Now that we've seen how the response_model
is used, let's look at how the response from the LLM is validated in the retry_sync
function here
It really is a
for i in max_retries:
try:
call_openai_with_new_arguments(**kwargs)
except validation fails as e:
update the kwargs with the new errors ( keep appending to the messages the generated content + validation errors )
You'll see this from the code snippet below
def retry_sync(
func: Callable[T_ParamSpec, T_Retval],
response_model: type[T_Model],
validation_context: dict,
args,
kwargs,
max_retries: int | Retrying = 1,
strict: bool | None = None,
mode: Mode = Mode.TOOLS,
) -> T_Model:
# Compute some stuff
try:
response = None
for attempt in max_retries:
with attempt:
try:
response = func(*args, **kwargs)
stream = kwargs.get("stream", False)
return process_response(
response,
response_model=response_model,
stream=stream,
validation_context=validation_context,
strict=strict,
mode=mode,
)
except (ValidationError, JSONDecodeError) as e:
if <condition unrelated to TOOL calling with OpenAI>:
raise e
else:
kwargs["messages"].extend(reask_messages(response, mode, e))
Resk messages themselves aren't anything special, for tool calling, we're literally just appending the response
from the LLM and the validation_context
to the messages and calling the LLM again as you can see here
def reask_messages(response: ChatCompletion, mode: Mode, exception: Exception):
# other Logic
if mode in {Mode.TOOLS, Mode.TOOLS_STRICT}:
for tool_call in response.choices[0].message.tool_calls:
yield {
"role": "tool",
"tool_call_id": tool_call.id,
"name": tool_call.function.name,
"content": f"Validation Error found:\n{exception}\nRecall the function correctly, fix the errors",
}
This updates the messages with the validated errors that we've been passing into the OpenAI API and then we call the LLM again.

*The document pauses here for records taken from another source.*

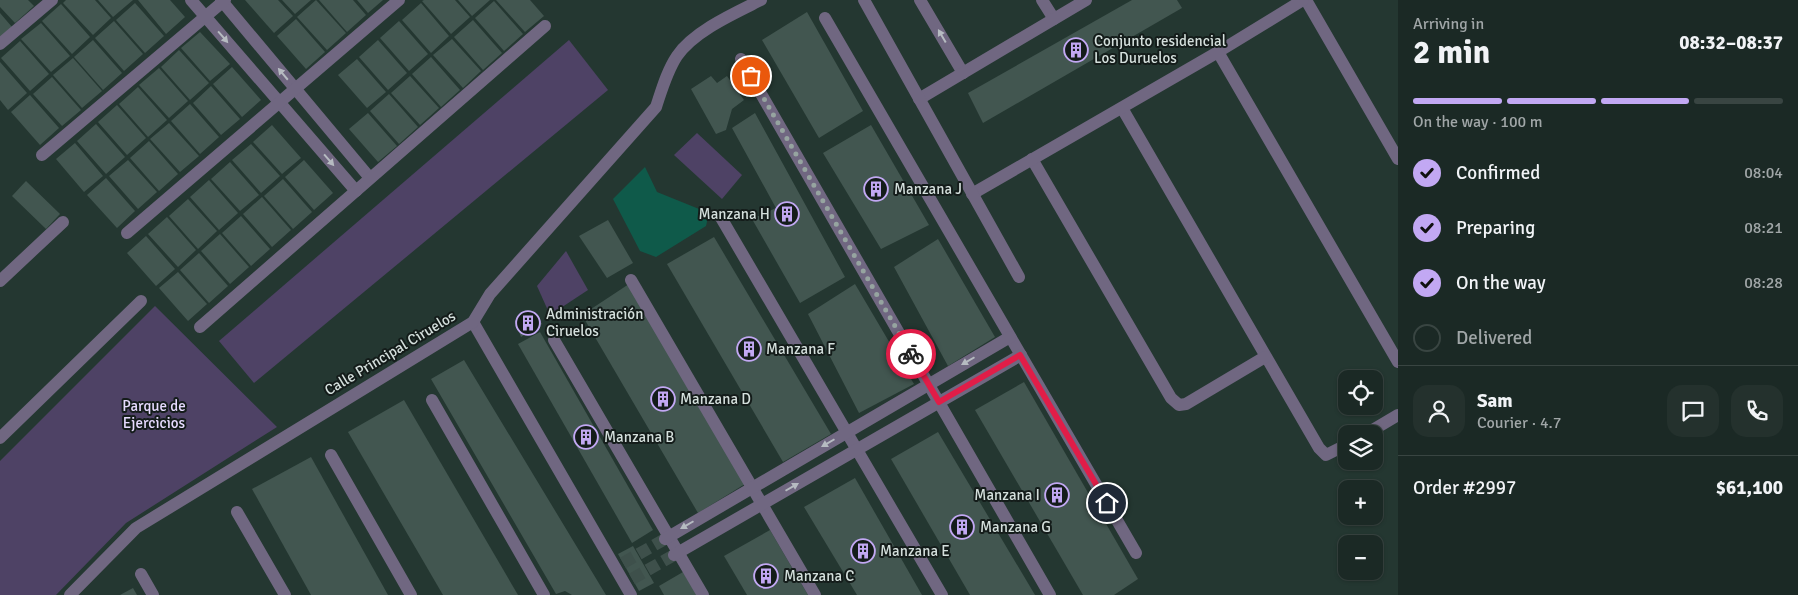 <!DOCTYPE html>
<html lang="en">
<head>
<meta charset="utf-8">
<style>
  :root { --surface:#1b2925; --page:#24312d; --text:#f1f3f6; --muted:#a0a6a7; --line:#394542; --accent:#c2a8f3 }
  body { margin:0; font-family:Signika,sans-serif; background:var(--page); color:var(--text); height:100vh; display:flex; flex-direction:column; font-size:19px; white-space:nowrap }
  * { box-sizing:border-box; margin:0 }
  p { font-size:16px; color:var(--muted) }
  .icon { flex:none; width:28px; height:28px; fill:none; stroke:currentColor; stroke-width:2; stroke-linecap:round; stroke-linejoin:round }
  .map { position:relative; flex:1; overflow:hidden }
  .panel { display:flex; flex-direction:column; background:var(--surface); width:400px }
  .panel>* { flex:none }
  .fabs { position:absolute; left:1338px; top:370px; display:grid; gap:10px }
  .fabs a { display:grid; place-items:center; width:45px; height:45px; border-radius:10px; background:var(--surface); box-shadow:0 1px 4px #0004,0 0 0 1px var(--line); font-size:25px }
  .pin { position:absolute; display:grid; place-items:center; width:42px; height:42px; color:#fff; margin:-21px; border:2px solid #fff; border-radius:50%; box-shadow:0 1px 5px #0007 }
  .courier { position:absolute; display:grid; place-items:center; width:50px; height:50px; margin:-25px; border:4px solid #e11d48; border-radius:50%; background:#fff; color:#222; box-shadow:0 1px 6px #0007 }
  .headline em { font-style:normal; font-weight:700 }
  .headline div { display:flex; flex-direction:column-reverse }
  .headline { display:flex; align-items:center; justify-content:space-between; height:85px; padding:0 15px }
  h1 { font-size:32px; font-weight:700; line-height:38px }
  .bar { display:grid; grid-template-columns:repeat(4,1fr); gap:8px 5px; align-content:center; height:60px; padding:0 15px }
  .bar i { height:6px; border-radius:4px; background:var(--line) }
  .bar .active { background:var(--accent) }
  .bar p { grid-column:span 4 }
  .line { display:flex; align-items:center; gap:12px; padding:0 15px; border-top:1px solid var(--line) }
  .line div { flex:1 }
  .round { display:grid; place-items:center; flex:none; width:52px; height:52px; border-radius:15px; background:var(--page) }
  ol { padding:0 15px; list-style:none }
  li { display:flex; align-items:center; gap:15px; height:55px }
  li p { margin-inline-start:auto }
  li .icon { padding:5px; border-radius:50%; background:var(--accent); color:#111; stroke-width:4 }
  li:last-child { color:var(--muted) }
  li i { width:28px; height:28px; border:2px solid var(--line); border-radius:50% }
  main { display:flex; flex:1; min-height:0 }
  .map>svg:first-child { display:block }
  .green { fill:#4e4265 }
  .water { fill:#0f5a4a }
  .building { fill:#425650 }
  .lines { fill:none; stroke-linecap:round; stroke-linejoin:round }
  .street-tunnel { stroke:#3e504b; stroke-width:12; stroke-dasharray:12 6; stroke-linecap:butt }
  .lane { stroke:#706781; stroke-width:12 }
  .street { stroke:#706781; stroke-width:12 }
  .oneway { fill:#b6bbc1 }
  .done { stroke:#96a4a0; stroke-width:5; stroke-dasharray:0 9 }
  .route { stroke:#e11d48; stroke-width:6 }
  .labels { text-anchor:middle; stroke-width:4; stroke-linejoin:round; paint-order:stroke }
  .poi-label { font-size:15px; fill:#d4dfdc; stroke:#141c1a; text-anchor:start }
  .street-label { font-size:15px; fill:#d4dfdc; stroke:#141c1a }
  .park-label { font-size:15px; fill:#e7dbff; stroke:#141c1a }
</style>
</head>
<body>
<main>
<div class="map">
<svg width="1398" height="595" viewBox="0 0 1398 595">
  <rect width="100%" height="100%" fill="#243731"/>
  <g class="green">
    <path d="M569 40 608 90 254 383 219 341Z"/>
    <path d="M697 133 742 175 722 199 674 155Z"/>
    <path d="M566 251 588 290 550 315 537 286Z"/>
    <path d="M155 306 277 427 126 523 56 595H0V461Z"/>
  </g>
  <path class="water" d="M645 167 657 192 709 213 706 226 656 257 640 251 613 199Z"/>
  <g class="building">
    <path d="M0 0H28L34 6 15 23 0 7Z"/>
    <path d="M66 0H95L111 18 93 35 63 3Z"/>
    <path d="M98 0H133L113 17Z"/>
    <path d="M138 0H170L185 17 166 34Z"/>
    <path d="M245 0H278L293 16 274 33Z"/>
    <path d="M282 0H311L295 14Z"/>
    <path d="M316 0 346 33 327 50 297 17Z"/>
    <path d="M319 0H353L366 15 347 32Z"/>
    <path d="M357 0H383L368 13Z"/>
    <path d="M424 0H455L470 17 451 34 422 1Z"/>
    <path d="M458 0H490L472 16Z"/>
    <path d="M496 0H530L544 16 525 32Z"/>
    <path d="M1132 0H1177L1182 8 983 123 968 93Z"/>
    <path d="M494 1 523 34 504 51 475 18Z"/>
    <path d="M135 3 164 36 145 53 116 20Z"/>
    <path d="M421 3 449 36 431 53 402 20Z"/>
    <path d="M61 4 90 37 72 54 42 21Z"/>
    <path d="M807 12 863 111 819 138 762 40Z"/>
    <path d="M0 13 12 27 0 37Z"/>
    <path d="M296 19 325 52 306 69 277 36Z"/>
    <path d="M473 20 502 53 483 70 454 37Z"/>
    <path d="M114 21 143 54 124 71 95 38Z"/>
    <path d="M399 21 428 54 409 71 380 38Z"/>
    <path d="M41 23 70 56 51 72 21 39Z"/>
    <path d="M200 32 230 64 210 81 181 48Z"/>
    <path d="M452 39 481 71 463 88 433 55Z"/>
    <path d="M93 40 122 73 103 90 74 57Z"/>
    <path d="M378 40 407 73 388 90 359 57Z"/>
    <path d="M20 41 49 74 30 91 1 58Z"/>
    <path d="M179 50 209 83 190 100 161 67Z"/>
    <path d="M431 57 460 90 441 107 412 74Z"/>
    <path d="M73 58 102 91 82 108 53 75Z"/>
    <path d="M357 59 386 92 367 108 338 75Z"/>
    <path d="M0 62 27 93 8 110 0 100Z"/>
    <path d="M232 67 261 100 242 117 213 84Z"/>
    <path d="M159 68 188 101 169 118 139 85Z"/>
    <path d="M410 76 439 108 420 125 391 93Z"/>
    <path d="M711 76 717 83 727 76 744 100 732 109 726 130 716 134 691 89Z"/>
    <path d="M52 77 81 110 62 126 33 94Z"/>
    <path d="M211 86 240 119 221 135 193 103Z"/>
    <path d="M138 87 167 120 148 137 119 104Z"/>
    <path d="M389 94 418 127 399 144 370 111Z"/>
    <path d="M30 95 59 128 40 145 11 112Z"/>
    <path d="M190 104 219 137 200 154 171 121Z"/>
    <path d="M117 105 146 138 127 155 98 122Z"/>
    <path d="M368 113 397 146 378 162 349 129Z"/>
    <path d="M755 113 845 277 800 303 752 219 776 208 732 128Z"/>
    <path d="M169 123 199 156 180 172 150 139Z"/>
    <path d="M96 124 125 157 106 174 77 141Z"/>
    <path d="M272 125 301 158 282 174 253 142Z"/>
    <path d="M871 125 929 225 881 249 823 153Z"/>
    <path d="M149 141 178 174 159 191 130 158Z"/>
    <path d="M75 143 103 176 84 192 56 159Z"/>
    <path d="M251 144 280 176 261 193 232 160Z"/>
    <path d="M128 160 157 192 138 209 109 176Z"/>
    <path d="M304 160 333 193 314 210 285 177Z"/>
    <path d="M230 162 259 195 240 211 211 179Z"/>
    <path d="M106 178 135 211 117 228 87 195Z"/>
    <path d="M283 179 312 212 293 229 264 196Z"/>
    <path d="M209 180 238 213 219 230 190 197Z"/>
    <path d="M26 181 60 214 46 229 12 196Z"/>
    <path d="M262 197 291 230 272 247 243 214Z"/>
    <path d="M188 199 217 231 198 249 169 216Z"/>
    <path d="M241 216 270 249 251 266 222 233Z"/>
    <path d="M167 217 196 250 178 267 148 234Z"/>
    <path d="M608 220 633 263 607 278 579 236Z"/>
    <path d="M220 234 249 267 230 284 201 251Z"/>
    <path d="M146 236 175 269 156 286 127 253Z"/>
    <path d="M714 237 831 434 783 462 667 264Z"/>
    <path d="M938 239 995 337 948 366 894 267Z"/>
    <path d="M199 253 228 286 209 303 180 270Z"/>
    <path d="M178 272 207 304 188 321 159 288Z"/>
    <path d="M629 284 745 484 698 513 582 315Z"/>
    <path d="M855 284 914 384 859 413 808 314Z"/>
    <path d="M532 311 542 324 521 337 515 321Z"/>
    <path d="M540 332 653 530 632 543 518 344Z"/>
    <path d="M464 360 606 595H572L565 591 556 594 431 379Z"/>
    <path d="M1024 382 1138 579 1114 595H1083L975 410Z"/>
    <path d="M404 400 518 595H443L348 432Z"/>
    <path d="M938 432 1035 595H970L891 459Z"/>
    <path d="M311 457 388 595H311L252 489Z"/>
    <path d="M855 478 922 595H857L804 507Z"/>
    <path d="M770 530 808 595H747L724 556Z"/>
    <path d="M633 546 654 583 639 591 618 554Z"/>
    <path d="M683 572 697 595H664L659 586Z"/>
    <path d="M133 588 137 595H120Z"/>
  </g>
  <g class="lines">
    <g class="street-tunnel">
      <path d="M623 563 665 539"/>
      <path d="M632 579 674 555"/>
    </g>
    <g class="lane">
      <path d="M920 0 963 73"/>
      <path d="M1042 0 1054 19"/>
      <path d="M1306 0 1398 159"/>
      <path d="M1218 52 1303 0"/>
      <path d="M919 99 1086 0"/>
      <path d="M1122 108 1319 448 1326 455 1346 445"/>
      <path d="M1032 159 1171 398 1179 405 1186 404 1265 357"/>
      <path d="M972 194 1218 52 1398 362"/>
      <path d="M1366 434 1398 415"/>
    </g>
    <g class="street">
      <path d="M191 0 356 191"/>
      <path d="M221 0 370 178"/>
      <path d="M864 0 1019 277"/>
      <path d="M825 18 1136 553"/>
      <path d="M0 44 52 0"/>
      <path d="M741 59 1050 595"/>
      <path d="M42 155 225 0"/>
      <path d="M720 216 942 595"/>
      <path d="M127 233 399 0"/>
      <path d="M631 280 815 595"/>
      <path d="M0 281 63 222"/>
      <path d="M473 322 631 595"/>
      <path d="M200 327 545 26"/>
      <path d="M554 340 703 595"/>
      <path d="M432 400 544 595"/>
      <path d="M0 438 141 301"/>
      <path d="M331 455 411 595"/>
      <path d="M237 512 285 595"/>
      <path d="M665 539 1010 337"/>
      <path d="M674 555 1021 355"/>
      <path d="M141 574 153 595"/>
      <path d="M70 595 136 528 473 322 490 294 656 107C662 89 667 71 677 56 694 31 735 13 761 0"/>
    </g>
  </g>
  <defs><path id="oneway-solid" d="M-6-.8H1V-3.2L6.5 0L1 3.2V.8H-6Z" transform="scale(1.25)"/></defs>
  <g class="oneway">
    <use href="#oneway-solid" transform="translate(942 36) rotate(-120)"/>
    <use href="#oneway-solid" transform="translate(223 37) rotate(49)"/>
    <use href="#oneway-solid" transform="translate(283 74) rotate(-130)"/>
    <use href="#oneway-solid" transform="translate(329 160) rotate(49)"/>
    <use href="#oneway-solid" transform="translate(968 361) rotate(150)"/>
    <use href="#oneway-solid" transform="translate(828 443) rotate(150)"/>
    <use href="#oneway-solid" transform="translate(792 487) rotate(-30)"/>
    <use href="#oneway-solid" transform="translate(687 525) rotate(150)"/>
  </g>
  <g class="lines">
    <path class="done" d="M751 76 911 354"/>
    <path class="route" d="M911 354 939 402 1020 355 1107 503"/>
  </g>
  <defs>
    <g id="building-ring" transform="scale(1.25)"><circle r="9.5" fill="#141c1a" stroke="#c2a8f3" stroke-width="1.5"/><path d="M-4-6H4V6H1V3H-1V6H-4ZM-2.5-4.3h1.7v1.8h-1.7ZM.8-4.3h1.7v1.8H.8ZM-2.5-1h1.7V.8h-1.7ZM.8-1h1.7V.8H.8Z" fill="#c2a8f3"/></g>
  </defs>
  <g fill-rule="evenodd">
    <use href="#building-ring" x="1076" y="50"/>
    <use href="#building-ring" x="876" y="189"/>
    <use href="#building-ring" x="787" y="214"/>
    <use href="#building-ring" x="528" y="323"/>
    <use href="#building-ring" x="749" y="349"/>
    <use href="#building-ring" x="663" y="399"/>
    <use href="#building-ring" x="586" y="437"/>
    <use href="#building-ring" x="1057" y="495"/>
    <use href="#building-ring" x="962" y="527"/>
    <use href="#building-ring" x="863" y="551"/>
    <use href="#building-ring" x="766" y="576"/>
  </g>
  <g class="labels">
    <g class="poi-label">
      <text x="1094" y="46">Conjunto residencial<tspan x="1094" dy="17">Los Duruelos</tspan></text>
      <text x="894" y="194">Manzana J</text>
      <text x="770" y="219" text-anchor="end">Manzana H</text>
      <text x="546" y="319">Administración<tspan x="546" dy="17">Ciruelos</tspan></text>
      <text x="766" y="354">Manzana F</text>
      <text x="680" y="404">Manzana D</text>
      <text x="604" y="442">Manzana B</text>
      <text x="1040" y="500" text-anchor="end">Manzana I</text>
      <text x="980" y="532">Manzana G</text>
      <text x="880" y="556">Manzana E</text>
      <text x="784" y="581">Manzana C</text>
    </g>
    <g class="street-label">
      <text transform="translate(390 353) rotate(-31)" y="5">Calle Principal Ciruelos</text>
    </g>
    <g class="park-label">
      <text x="154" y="411">Parque de<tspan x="154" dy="17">Ejercicios</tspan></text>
    </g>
  </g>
</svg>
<div class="fabs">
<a><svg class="icon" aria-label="locate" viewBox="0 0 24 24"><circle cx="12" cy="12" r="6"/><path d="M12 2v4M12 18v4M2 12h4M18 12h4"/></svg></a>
<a><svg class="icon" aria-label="layers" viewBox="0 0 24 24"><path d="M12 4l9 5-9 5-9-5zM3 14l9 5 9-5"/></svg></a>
<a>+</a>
<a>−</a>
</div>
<div class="pin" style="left:751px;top:76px;background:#ea580c"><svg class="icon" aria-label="bag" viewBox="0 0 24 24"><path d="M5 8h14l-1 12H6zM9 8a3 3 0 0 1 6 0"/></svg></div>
<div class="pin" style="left:1107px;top:503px;background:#1f2937"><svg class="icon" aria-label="home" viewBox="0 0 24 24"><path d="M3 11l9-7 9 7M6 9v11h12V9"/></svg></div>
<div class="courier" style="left:911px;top:354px"><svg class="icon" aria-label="bike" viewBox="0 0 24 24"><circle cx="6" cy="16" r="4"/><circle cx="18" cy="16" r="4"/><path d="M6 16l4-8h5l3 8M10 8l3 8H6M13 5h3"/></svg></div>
</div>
<section class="panel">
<div class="headline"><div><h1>2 min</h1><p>Arriving in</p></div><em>08:32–08:37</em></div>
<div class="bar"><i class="active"></i><i class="active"></i><i class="active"></i><i></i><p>On the way · 100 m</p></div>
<ol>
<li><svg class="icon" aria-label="check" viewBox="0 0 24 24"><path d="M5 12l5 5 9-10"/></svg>Confirmed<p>08:04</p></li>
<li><svg class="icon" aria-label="check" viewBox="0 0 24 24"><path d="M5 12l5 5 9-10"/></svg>Preparing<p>08:21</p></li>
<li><svg class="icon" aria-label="check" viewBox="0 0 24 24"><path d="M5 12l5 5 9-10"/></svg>On the way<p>08:28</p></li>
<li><i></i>Delivered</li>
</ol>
<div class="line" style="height:90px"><a class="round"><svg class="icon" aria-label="person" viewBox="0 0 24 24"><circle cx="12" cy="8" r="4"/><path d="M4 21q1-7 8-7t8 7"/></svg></a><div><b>Sam</b><p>Courier · 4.7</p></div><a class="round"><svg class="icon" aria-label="chat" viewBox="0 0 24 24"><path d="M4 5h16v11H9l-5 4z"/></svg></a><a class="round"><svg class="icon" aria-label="phone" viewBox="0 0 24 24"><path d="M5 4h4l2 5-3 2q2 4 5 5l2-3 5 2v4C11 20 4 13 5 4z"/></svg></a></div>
<div class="line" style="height:65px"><div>Order #2997</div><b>$61,100</b></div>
</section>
</main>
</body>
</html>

Eventually either we get the validated response that we care about or we hit the max retry limit and raise an error.
Why you probably shouldn't roll your own
I hope this article has shed some light on the inner workings of Instructor and how it's able to provide a seamless experience for structured outputs. If anything, I hope it helps you understand and think about how you might be able to contribute to the library yourself in the future.
While it might be tempting to implement your own solution, there are several challenges to consider:
- Constantly tracking updates to different LLM providers can be time-consuming and difficult to maintain.
- Implementing your own streaming support, partial responses, and iterable handling is technically challenging and prone to errors.
Instead of reinventing the wheel, using a validated library like Instructor allows you to focus on what truly matters - building your LLM application. By leveraging a robust, well-maintained solution, you can save time, reduce errors, and stay up-to-date with the latest developments in the rapidly evolving field of LLMs.